Epigenetic regulation of nociceptin/orphanin FQ and corticotropin-releasing factor system genes in frustration stress-induced binge-like palatable food consumption

Evidence suggests that binge eating may be caused by a unique interaction between dieting and stress. We developed a binge‐eating model in which female rats with a history of intermittent food restriction show binge‐like palatable food consumption after a 15‐minute exposure to the sight of the palatable food (frustration stress). The aim of the present study was to investigate the regulation of the stress neurohormone corticotropin‐releasing factor (CRF) system and of the nociceptin/orphanin FQ (N/OFQ) system genes in selective rat brain regions, using our animal model. Food restriction by itself seems to be responsible in the hypothalamus for the downregulation on messenger RNA levels of CRF‐1 receptor, N/OFQ and its receptor (NOP). For the latter, this alteration might be due to selective histone modification changes. Instead, CRF gene appears to be upregulated in the hypothalamus as well as in the ventral tegmental area only when rats are food restricted and exposed to frustration stress, and, of relevance, these changes appear to be due to a reduction in DNA methylation at gene promoters.
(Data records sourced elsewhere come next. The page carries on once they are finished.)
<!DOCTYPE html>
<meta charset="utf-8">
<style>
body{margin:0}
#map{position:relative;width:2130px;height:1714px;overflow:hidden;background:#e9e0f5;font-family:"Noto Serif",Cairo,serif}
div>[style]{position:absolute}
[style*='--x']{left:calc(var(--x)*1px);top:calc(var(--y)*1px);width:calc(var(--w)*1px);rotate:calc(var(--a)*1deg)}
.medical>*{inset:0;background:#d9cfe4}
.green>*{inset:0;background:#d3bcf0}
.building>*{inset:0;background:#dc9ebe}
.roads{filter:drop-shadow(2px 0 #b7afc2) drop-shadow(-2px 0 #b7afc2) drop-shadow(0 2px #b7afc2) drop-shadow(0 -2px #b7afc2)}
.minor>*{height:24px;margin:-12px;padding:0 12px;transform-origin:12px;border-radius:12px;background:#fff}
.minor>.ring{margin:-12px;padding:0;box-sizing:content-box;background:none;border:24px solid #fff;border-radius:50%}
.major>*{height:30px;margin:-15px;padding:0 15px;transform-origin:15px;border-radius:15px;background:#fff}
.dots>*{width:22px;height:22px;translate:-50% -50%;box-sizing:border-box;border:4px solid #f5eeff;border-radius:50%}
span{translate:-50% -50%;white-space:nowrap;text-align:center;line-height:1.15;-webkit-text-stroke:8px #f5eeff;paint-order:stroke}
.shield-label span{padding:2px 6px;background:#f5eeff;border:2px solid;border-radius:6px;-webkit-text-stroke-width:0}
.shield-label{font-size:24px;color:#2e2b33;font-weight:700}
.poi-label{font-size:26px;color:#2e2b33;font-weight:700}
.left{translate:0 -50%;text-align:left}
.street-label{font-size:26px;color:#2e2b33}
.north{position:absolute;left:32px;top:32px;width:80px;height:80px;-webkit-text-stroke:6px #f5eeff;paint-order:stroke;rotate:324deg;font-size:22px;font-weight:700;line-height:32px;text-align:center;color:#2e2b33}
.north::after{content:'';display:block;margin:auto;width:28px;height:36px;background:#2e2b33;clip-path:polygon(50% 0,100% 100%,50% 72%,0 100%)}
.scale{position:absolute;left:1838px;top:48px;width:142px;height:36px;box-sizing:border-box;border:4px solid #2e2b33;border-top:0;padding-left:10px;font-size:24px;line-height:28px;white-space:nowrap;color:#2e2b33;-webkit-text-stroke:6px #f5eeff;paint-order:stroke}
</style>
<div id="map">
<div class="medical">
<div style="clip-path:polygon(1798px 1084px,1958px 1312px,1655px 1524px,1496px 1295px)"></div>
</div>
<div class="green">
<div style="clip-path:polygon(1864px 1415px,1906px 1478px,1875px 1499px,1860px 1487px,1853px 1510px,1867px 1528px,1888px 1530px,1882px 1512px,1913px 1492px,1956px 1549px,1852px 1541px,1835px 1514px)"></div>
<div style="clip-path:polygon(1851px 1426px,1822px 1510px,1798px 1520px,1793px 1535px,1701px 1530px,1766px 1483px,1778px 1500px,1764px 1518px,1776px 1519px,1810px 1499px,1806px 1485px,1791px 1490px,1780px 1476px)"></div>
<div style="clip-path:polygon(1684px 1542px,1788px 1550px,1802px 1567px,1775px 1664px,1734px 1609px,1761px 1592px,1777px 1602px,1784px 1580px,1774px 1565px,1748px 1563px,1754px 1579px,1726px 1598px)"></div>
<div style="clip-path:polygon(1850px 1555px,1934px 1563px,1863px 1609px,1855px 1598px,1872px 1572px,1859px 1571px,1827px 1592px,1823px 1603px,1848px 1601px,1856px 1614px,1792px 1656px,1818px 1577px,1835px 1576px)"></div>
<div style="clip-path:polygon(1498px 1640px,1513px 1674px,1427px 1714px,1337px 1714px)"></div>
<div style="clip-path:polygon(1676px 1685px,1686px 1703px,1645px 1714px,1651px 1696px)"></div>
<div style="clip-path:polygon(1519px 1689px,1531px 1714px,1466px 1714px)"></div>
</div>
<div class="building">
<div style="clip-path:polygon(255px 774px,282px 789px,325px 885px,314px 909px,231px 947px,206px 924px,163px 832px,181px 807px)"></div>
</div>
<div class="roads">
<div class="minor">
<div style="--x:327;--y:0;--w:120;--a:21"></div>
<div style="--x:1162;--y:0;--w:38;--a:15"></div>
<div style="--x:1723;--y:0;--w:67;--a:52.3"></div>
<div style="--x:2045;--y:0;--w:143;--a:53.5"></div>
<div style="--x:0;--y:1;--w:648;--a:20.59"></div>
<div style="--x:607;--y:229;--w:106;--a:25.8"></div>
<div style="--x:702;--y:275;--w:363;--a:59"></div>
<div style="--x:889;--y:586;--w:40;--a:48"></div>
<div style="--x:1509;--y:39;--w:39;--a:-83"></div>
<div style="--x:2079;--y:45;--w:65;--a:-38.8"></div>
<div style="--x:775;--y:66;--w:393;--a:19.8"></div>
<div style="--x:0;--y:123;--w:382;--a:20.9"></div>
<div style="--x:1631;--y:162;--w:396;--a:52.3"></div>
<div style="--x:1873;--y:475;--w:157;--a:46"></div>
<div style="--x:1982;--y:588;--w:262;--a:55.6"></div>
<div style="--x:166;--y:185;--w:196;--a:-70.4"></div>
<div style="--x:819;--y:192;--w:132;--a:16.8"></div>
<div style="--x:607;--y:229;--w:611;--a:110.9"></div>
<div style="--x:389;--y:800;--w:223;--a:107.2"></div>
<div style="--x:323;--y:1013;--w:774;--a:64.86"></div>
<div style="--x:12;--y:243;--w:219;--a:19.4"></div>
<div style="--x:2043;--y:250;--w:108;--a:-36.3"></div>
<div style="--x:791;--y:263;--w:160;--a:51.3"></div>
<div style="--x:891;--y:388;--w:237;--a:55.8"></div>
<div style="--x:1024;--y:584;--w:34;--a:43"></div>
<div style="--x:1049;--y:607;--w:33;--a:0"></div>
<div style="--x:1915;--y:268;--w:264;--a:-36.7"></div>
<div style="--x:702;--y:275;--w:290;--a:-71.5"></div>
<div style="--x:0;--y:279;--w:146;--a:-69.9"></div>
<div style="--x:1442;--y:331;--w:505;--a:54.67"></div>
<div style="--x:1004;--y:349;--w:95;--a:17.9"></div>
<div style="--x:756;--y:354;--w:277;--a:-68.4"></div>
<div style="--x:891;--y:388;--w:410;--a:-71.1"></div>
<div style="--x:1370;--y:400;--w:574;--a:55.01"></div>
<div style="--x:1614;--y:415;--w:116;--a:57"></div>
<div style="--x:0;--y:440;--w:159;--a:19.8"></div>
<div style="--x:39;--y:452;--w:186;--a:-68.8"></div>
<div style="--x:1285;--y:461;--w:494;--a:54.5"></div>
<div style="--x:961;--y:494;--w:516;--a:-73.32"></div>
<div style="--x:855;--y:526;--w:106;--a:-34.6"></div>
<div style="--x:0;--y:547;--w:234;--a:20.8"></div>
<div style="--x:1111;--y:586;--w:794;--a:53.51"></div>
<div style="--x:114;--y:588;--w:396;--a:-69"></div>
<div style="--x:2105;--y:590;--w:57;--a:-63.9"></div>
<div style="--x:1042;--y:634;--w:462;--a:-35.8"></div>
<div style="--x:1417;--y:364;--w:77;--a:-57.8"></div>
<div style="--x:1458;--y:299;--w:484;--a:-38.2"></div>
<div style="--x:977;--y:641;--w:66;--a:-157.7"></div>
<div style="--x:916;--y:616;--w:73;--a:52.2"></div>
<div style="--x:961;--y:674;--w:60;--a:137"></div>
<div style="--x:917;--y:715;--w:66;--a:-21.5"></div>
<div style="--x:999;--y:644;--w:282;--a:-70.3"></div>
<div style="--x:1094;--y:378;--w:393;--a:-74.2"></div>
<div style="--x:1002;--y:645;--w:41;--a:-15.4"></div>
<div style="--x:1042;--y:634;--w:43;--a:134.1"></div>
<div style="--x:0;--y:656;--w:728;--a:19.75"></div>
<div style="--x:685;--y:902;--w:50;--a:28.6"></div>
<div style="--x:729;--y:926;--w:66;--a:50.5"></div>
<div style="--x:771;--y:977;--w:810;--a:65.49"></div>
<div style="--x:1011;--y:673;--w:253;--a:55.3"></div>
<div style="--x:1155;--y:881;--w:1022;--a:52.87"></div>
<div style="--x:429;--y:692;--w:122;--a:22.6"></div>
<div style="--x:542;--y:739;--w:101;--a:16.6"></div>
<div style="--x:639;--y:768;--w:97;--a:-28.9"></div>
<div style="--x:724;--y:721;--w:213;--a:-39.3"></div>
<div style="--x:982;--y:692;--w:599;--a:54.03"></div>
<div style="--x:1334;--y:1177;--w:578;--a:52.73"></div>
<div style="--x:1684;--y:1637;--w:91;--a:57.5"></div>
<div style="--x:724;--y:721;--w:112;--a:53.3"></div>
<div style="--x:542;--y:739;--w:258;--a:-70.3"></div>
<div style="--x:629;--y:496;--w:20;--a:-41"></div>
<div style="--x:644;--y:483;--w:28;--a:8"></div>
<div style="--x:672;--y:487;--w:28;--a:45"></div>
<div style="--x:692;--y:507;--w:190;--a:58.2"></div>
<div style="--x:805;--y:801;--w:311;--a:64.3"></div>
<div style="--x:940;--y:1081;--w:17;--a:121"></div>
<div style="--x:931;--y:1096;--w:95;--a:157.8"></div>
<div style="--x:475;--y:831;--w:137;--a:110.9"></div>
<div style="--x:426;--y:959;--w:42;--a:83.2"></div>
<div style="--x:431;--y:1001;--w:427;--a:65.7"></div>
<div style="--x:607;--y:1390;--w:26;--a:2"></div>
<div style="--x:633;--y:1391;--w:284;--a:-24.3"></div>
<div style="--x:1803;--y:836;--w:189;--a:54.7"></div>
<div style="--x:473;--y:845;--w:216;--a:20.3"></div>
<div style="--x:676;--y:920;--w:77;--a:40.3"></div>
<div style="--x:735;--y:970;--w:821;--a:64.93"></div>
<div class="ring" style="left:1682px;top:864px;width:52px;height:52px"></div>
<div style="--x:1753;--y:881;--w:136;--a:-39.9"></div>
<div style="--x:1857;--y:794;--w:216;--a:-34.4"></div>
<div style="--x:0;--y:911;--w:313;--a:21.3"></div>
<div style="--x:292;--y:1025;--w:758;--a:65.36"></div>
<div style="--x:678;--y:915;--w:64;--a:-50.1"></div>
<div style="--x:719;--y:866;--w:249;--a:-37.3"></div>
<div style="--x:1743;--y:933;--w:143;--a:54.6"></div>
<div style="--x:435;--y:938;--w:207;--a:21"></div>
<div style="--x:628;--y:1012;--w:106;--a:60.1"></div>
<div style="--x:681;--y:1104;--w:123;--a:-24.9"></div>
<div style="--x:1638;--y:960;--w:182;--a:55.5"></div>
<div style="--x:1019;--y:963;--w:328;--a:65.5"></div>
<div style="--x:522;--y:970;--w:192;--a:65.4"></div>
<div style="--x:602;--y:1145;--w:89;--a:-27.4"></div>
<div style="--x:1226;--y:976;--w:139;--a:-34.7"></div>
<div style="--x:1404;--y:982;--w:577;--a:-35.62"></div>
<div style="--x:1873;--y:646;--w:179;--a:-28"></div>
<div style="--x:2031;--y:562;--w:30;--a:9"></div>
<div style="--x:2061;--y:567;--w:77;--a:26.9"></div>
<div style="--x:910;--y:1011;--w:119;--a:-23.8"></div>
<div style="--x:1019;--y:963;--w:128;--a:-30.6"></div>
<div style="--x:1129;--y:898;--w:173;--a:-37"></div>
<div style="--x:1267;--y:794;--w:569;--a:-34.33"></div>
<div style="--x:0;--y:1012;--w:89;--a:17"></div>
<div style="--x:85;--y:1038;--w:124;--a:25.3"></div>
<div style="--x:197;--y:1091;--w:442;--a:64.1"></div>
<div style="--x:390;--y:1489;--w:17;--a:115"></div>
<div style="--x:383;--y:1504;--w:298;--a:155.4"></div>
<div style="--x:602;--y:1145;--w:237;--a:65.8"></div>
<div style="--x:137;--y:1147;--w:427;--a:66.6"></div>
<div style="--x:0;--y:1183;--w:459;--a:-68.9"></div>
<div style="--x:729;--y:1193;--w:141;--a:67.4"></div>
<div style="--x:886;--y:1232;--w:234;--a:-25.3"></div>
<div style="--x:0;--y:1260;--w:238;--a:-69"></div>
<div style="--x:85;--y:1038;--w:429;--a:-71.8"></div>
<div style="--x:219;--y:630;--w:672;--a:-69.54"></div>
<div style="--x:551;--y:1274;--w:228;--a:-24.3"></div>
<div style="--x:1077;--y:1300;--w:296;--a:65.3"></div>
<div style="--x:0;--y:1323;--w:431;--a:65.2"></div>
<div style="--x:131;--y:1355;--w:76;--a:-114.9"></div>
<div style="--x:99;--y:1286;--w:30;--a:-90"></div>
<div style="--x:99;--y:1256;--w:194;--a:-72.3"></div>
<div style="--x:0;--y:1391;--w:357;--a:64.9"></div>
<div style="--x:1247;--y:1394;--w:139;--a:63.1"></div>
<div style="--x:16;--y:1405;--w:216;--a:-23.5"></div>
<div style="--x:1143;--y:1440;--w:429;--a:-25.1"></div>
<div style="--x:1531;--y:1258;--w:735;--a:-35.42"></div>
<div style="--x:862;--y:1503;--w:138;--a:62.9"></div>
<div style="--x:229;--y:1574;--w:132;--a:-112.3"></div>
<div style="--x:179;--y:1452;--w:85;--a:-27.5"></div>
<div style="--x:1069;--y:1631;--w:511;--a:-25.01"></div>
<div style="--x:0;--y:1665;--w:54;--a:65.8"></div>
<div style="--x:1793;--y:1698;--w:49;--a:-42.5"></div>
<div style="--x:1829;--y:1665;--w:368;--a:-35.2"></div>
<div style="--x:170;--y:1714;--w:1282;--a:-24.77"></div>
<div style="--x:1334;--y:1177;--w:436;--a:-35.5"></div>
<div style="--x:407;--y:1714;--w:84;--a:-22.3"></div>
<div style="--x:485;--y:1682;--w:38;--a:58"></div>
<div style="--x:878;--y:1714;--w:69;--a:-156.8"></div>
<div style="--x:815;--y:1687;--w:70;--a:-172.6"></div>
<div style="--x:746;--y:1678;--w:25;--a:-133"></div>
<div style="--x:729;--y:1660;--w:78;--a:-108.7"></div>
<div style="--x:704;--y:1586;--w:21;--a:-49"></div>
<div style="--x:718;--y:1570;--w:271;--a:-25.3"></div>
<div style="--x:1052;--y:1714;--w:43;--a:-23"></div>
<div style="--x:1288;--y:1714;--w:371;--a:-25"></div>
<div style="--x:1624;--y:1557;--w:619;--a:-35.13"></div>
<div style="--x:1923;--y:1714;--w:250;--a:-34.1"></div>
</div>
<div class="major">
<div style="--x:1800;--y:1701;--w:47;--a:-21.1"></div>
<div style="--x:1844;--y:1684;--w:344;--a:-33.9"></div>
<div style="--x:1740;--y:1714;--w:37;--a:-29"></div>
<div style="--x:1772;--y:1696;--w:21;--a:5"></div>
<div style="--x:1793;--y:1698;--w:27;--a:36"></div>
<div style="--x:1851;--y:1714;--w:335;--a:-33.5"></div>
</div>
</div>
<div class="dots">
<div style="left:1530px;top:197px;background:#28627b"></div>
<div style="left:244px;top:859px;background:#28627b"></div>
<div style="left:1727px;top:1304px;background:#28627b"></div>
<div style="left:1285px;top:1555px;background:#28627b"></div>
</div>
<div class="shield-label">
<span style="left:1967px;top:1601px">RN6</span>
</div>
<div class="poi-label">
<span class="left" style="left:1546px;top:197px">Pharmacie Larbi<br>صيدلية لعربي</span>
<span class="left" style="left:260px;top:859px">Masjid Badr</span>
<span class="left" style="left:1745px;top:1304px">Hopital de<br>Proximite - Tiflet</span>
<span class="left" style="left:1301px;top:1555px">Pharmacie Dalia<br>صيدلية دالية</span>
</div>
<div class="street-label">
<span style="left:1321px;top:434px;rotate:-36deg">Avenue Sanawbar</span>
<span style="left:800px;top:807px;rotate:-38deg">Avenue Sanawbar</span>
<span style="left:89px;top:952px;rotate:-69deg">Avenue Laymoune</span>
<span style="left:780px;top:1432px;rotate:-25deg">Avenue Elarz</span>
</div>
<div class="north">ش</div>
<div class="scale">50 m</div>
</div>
Moreover, also CRF‐1 receptor gene resulted to be differentially regulated in these two brain regions. Epigenetic changes may be viewed as adaptive mechanisms to environmental perturbations concurring to facilitate food consumption in adverse conditions, that is, in this study, under food restriction and stressful conditions. Our data on N/OFQ and CRF signaling provide insight on the use of this binge‐eating model for the study of epigenetic modifications in controlled genetic and environmental backgrounds. Binge eating is triggered by a unique interaction between dieting and stress. We observed that rats subjected to cycles of food restriction and then exposed to frustration stress showed binge eating. We provide data on target gene expression regulation (CRF and N/OFQ system genes) via epigenetic mechanisms, suggesting differential roles in selected brain regions. In the VTA, CRF system gene upregulation in response to stress might lead to the increase of high palatable food consumption through modulation of reward mechanisms.